Ready to run applications from multicore platform onto Intel® Xeon Phi™ coprocessor

We are staying the stage where most of developers do parallel-programming on multicore platform, and preparing to step into Many-Integrated-Cores (MIC) architecture.

Intel® Xeon Phi™ coprocessor (based on MIC architecture) combined many Intel CPU cores into a single chip (MIC microarchitecture), which can be connected to an Intel Xeon processor (Host) through PCI express bus. Intel Xeon Phi coprocessor can run a full service Linux* operation system, and communicate with Host.

Intel Xeon Phi coprocessor has peak performance on FLOPS, wide memory bandwidth, many threads’ paralleling and robust Vector Processing Unit (VPU, process 512-bit SIMD).

I have one machine which is Intel® Core™ i7 CPU with 1.6GHz, 6 cores with HT technology, also there is Intel® Xeon Phi™ coprocessor 1.1GHz in this machine.

In this article, I will pilot some experiments (cases with samples) to teach:

How to use Intel(R) C/C++ Composer XE to recompile code for Intel Xeon Phi coprocessor
Run it on MIC device and use VTune™ Amplifier XE to analyze the performance

Preparing works:

Ensure MIC device is running: use “service mpss status” to check, and use “service mpss start” to invoke it if it stops
Ensure Intel® C/C++ Composer XE, Intel® MPI library and Intel® VTune™ Amplifier XE have been installed in system, then set environments of them. For example,

source /opt/intel/composer_xe_2013.1.117/bin/compilervars.sh intel64
source /opt/intel/impi/4.1.0/bin64/mpivars.sh
source /opt/intel/vtune_amplifier_xe_2013/amplxe-vars.sh

Case 1: Use OpenMP* for Pi calculation, to run on Xeon Host and MIC device

Compile, run Pi-OMP code on multicore system, analyze performance

# icc -g -O3 -openmp -openmp-report omp_pi.c -o pi

omp_pi.c(16): (col. 1) remark: OpenMP DEFINED LOOP WAS PARALLELIZED

b. Run program

# time ./pi

Computed value of Pi by using OpenMP: 3.141592654

real 0m11.008s

user2m8.496s

sys 0m0.179s

c.
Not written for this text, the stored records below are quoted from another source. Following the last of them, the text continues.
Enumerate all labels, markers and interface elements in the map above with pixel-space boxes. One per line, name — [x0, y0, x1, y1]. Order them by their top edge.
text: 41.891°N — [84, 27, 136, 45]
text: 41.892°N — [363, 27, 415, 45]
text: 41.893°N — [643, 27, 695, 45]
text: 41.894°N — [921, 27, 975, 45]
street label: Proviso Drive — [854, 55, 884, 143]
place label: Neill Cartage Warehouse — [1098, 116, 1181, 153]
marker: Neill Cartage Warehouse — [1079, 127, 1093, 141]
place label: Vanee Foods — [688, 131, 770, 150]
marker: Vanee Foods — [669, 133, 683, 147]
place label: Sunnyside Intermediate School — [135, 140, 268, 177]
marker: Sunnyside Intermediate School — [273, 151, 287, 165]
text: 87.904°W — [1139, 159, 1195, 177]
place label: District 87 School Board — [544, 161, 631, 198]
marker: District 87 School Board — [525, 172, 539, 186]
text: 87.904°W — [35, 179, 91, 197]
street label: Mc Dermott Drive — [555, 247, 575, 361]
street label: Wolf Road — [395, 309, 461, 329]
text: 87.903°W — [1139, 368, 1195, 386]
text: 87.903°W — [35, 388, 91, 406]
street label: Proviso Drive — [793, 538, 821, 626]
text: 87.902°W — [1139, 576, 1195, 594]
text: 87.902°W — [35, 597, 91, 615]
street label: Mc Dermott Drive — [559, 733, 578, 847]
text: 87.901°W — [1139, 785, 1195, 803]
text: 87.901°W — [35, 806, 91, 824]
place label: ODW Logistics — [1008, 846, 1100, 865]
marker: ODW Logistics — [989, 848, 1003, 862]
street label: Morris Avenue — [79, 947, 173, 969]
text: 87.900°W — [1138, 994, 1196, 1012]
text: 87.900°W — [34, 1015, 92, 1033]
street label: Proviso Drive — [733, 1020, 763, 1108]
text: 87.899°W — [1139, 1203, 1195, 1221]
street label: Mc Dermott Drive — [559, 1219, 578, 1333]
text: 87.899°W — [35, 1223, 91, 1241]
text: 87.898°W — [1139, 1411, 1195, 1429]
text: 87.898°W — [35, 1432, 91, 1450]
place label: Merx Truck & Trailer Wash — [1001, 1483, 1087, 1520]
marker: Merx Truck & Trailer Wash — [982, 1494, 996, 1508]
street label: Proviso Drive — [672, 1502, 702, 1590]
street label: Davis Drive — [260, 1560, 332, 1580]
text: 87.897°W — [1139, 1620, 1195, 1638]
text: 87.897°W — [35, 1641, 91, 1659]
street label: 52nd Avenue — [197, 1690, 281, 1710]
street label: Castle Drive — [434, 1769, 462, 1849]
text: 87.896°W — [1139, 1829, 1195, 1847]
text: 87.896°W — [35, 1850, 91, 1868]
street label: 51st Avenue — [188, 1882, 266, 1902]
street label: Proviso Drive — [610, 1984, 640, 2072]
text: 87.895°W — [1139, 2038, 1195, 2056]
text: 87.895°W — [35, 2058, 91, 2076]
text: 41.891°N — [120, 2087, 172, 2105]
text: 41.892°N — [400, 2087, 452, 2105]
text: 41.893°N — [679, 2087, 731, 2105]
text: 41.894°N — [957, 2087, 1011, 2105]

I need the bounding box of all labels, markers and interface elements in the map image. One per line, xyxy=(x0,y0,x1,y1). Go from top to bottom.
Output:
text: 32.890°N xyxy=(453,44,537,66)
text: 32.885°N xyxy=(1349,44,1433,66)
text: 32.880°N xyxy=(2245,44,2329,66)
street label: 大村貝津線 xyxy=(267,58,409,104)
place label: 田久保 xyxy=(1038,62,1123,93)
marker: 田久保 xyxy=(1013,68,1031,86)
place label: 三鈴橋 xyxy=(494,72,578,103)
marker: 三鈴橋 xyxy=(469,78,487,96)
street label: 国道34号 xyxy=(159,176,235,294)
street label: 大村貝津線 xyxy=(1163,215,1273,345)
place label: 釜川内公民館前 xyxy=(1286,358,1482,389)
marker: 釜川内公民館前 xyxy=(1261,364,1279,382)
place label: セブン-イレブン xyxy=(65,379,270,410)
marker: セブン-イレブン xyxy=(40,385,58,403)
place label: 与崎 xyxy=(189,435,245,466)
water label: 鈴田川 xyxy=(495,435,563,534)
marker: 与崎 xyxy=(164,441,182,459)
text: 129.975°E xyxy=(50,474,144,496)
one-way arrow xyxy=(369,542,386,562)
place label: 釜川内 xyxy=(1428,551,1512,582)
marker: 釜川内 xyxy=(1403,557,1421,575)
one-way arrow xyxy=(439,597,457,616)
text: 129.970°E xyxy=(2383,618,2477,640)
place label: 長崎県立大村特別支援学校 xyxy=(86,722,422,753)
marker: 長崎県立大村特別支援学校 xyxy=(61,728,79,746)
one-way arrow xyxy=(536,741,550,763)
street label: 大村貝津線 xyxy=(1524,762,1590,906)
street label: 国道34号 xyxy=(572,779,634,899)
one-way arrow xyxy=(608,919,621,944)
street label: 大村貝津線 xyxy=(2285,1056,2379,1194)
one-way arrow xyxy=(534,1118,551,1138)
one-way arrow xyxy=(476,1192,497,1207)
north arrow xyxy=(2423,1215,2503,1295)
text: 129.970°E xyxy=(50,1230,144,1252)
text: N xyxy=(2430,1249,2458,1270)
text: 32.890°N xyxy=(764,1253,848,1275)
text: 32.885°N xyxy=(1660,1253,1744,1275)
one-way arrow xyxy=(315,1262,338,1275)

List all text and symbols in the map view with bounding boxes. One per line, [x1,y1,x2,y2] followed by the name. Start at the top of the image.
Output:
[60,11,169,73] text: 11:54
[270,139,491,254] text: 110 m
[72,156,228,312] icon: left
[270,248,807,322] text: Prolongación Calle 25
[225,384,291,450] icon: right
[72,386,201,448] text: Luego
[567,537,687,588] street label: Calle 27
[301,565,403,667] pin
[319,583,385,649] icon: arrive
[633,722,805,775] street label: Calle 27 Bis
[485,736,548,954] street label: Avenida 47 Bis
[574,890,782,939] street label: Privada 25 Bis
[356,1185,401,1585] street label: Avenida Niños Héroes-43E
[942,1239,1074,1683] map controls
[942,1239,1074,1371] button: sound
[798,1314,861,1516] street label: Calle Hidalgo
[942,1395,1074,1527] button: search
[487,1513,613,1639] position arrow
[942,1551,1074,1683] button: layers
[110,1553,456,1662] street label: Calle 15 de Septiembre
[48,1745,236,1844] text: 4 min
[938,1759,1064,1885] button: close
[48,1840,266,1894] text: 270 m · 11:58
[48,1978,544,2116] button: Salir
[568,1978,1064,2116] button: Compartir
Use VTune™ Amplifier XE to analyze

# amplxe-cl -collect lightweight-hotspots -- ./pi

Observe the result which is opened by amplxe-gui, we know:

√ Workloads on threads are balanced

√ Each core is full-utilized

2. Compile Pi-OMP code on Host and run it on MIC, analyze performance

a. #icc -g -O3 -mmic -openmp -openmp-report omp_pi.c -o pi

omp_pi.c(16): (col. 1) remark: OpenMP DEFINED LOOP WAS PARALLELIZED

# scp pi mic0:/root ; copy program to the device

You have to copy MIC libraries to the device first, before running native MIC program

# scp -r /opt/intel/composer_xe_2013.1.117/compiler/lib/mic/* mic0:/lib64

b. Run program

#time ssh mic0 /root/pi

Computed value of Pi by using OpenMP: 3.141592654

real 0m2.524s

user 0m0.010s

sys 0m0.003s

c. Use VTune™ Amplifier XE to analyze

# amplxe-cl -collect knc-lightweight-hotspots --search-dir all:rp=./ -- ssh mic0 /root/pi

Observe the result which is opened by amplxe-gui, we know:

√ There are 241 threads paralleling-working

√ Workloads on threads are balanced

√ Each threads took ~2s, including time spent in Linux and OMP library

√ Each core is not full-utilized

Case 2: Use MPI for Pi calculation, to run on Xeon Host and MIC device

Compile, run Pi-MPI code on multicore system, analyze performance

# mpiicc -g -O3 mpi_pi.c -o pi

b. Run program

# time mpirun -n 12 ./pi

Computed value of Pi by using MPI: 3.141592654

Elapsed time: 21.72 second

real 0m21.760s

user 4m20.592s

sys 0m0.104s

c. Use VTune™ Amplifier XE to analyze (note that lightweight-hotspots is not supported on single node for MPI program, PUM resource cannot be reused)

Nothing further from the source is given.